The first president of the United States was a military man. General George Washington not only led the Continental Army but as a young soldier fought in the French and Indian War for the British.

We get that much in elementary school.

What might be news is that most American presidents were in the military: 26 of the 44 men who have served as president also served their country in uniform in some capacity. (Because Grover Cleveland’s two terms were interrupted by the election of Benjamin Harrison, Cleveland is considered both the 22nd and 24th presidents, thus the number of men who were president always lags one behind the number of the presidency; Donald Trump, therefore, is the 44th man to hold the office and the 45th president.)

OPINION

With the death Friday of George H.W. Bush, the most recent American president who fought, this is a good moment to examine the link between the military and the Oval Office.

Washington might have set the precedent of serving two terms, but his military background certainly wasn’t a model: he was followed by two decades of non-veterans.
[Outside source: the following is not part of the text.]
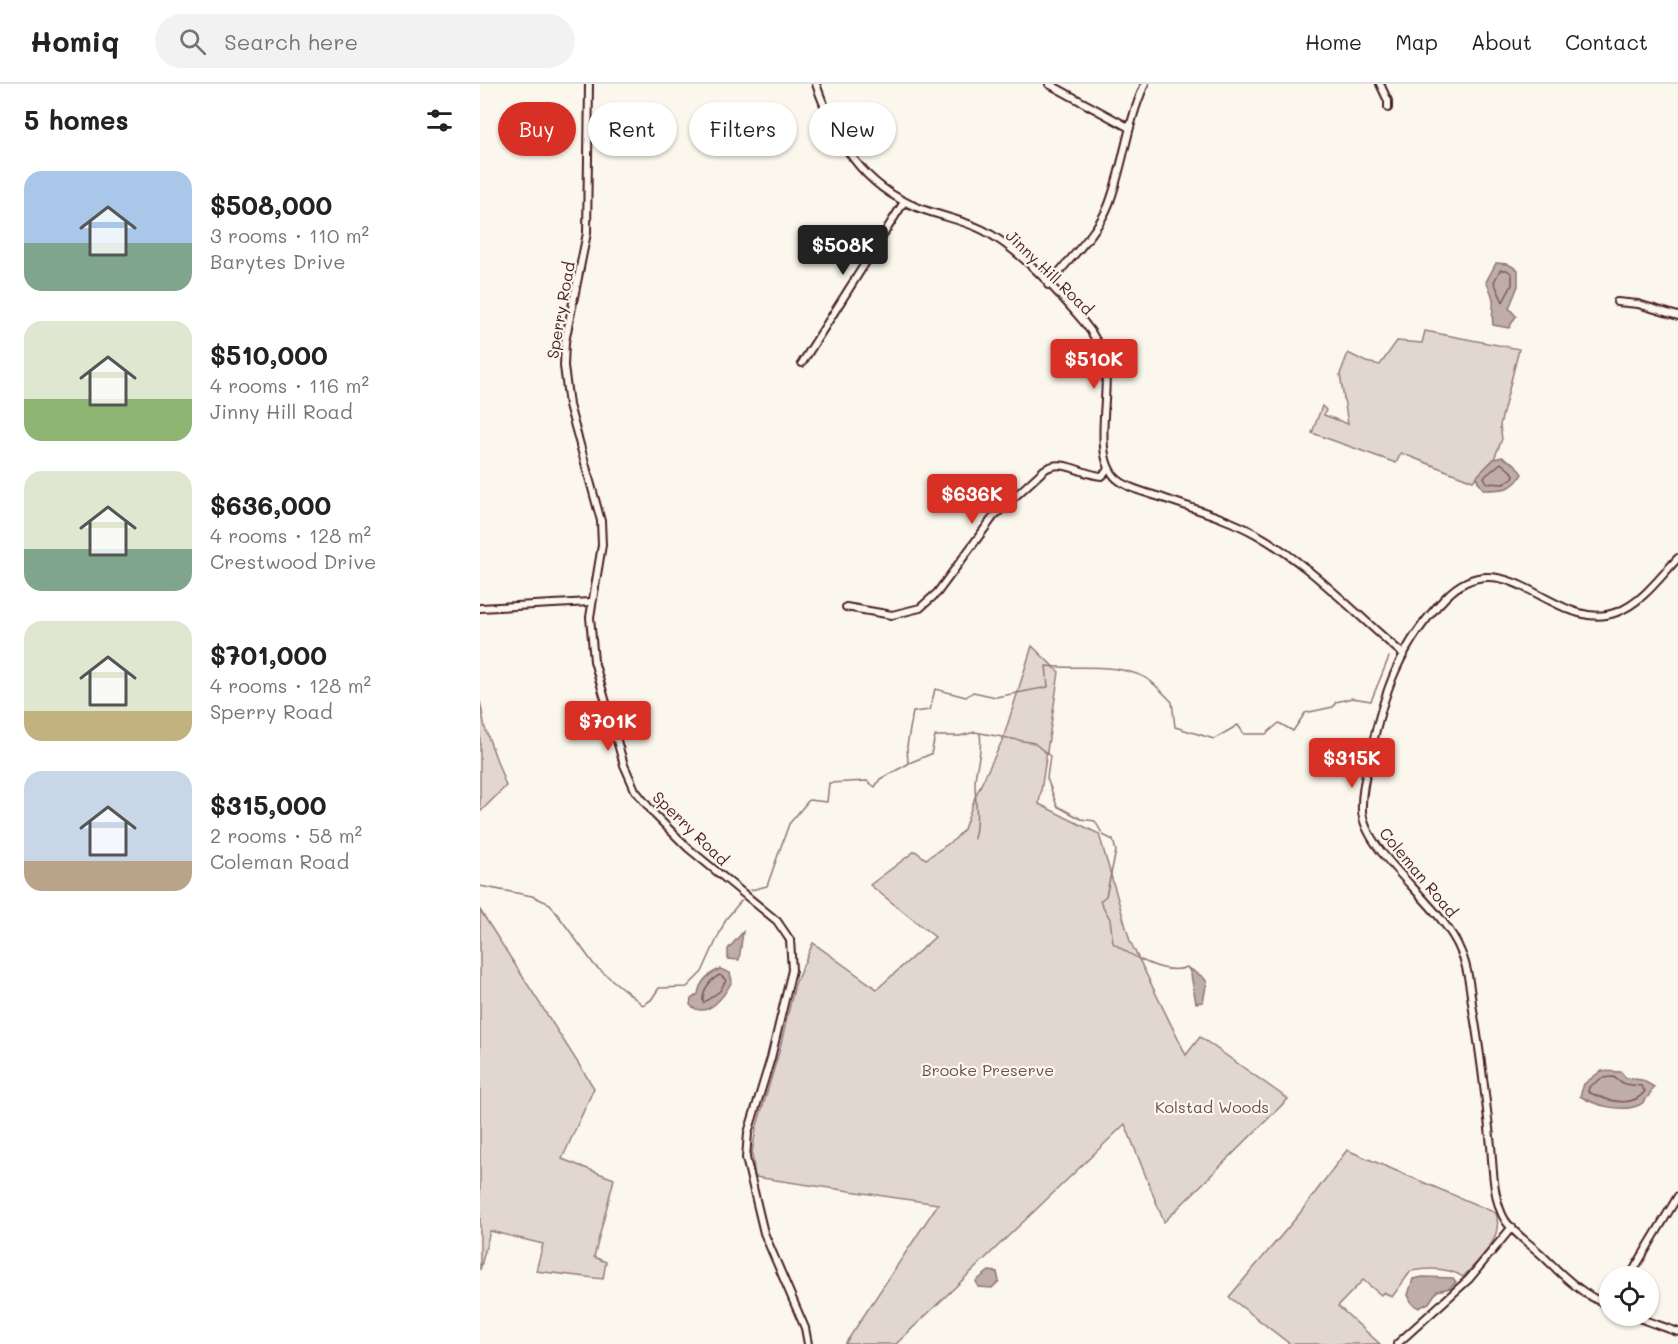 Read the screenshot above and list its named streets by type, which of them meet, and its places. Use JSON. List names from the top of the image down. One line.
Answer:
{"streets":{"street":["Jinny Hill Road","Sperry Road","Coleman Road"]},"parks":["Brooke Preserve","Kolstad Woods"],"page":{"header":"Homiq","search":"Search here","nav":["Home","Map","About","Contact"],"heading":"5 homes","chip":["Buy","Rent","Filters","New"],"list":[{"name":"$508,000","note":"3 rooms · 110 m² · Barytes Drive"},{"name":"$510,000","note":"4 rooms · 116 m² · Jinny Hill Road"},{"name":"$636,000","note":"4 rooms · 128 m² · Crestwood Drive"},{"name":"$701,000","note":"4 rooms · 128 m² · Sperry Road"},{"name":"$315,000","note":"2 rooms · 58 m² · Coleman Road"}],"price":["$508K","$510K","$636K","$701K","$315K"]}}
Washington left office in 1797, the next military man to be in the White House was in 1817, with the swearing in of James Monroe, who had dropped out of William and Mary College to fight in the American Revolution in 1775 and was wounded in the Battle of Harlem Heights (though James Madison, while not in the military, saw more combat than many who were, as we will see).

Military heroism helped a number of presidents win office. Andrew Jackson was of humble origins — he was the first president born in a log cabin —and gained fame by his victory against the British in the Battle of New Orleans at the end of the war of 1812. William Henry Harrison was so linked to a particular battle that it could serve as his name — his 1840 campaign slogan “Tippecanoe and Tyler Too” refers to an 1811 battle against a confederation of Native Americans at the confluence of the Tippecanoe and Wabash rivers in Indiana.

Many presidents not generally remembered as soldiers in fact served — Abraham Lincoln was a captain in the Illinois militia during the Black Hawk War. And sometimes “service” is a broad term — seven American presidents claimed to have fought during the Civil War, though that includes Andrew Johnson, who was military governor of Tennessee in 1862.

As the presidency is by definition a political position, the issue of exactly what kind of military service a president tendered becomes important. Seeing combat is the general measure of worth, but not always. Dwight Eisenhower, the first World War II vet elected president, graduated West Point in 1915 and was never under fire in his nearly 40-year military career, yet that was not held against the Supreme Allied Commander.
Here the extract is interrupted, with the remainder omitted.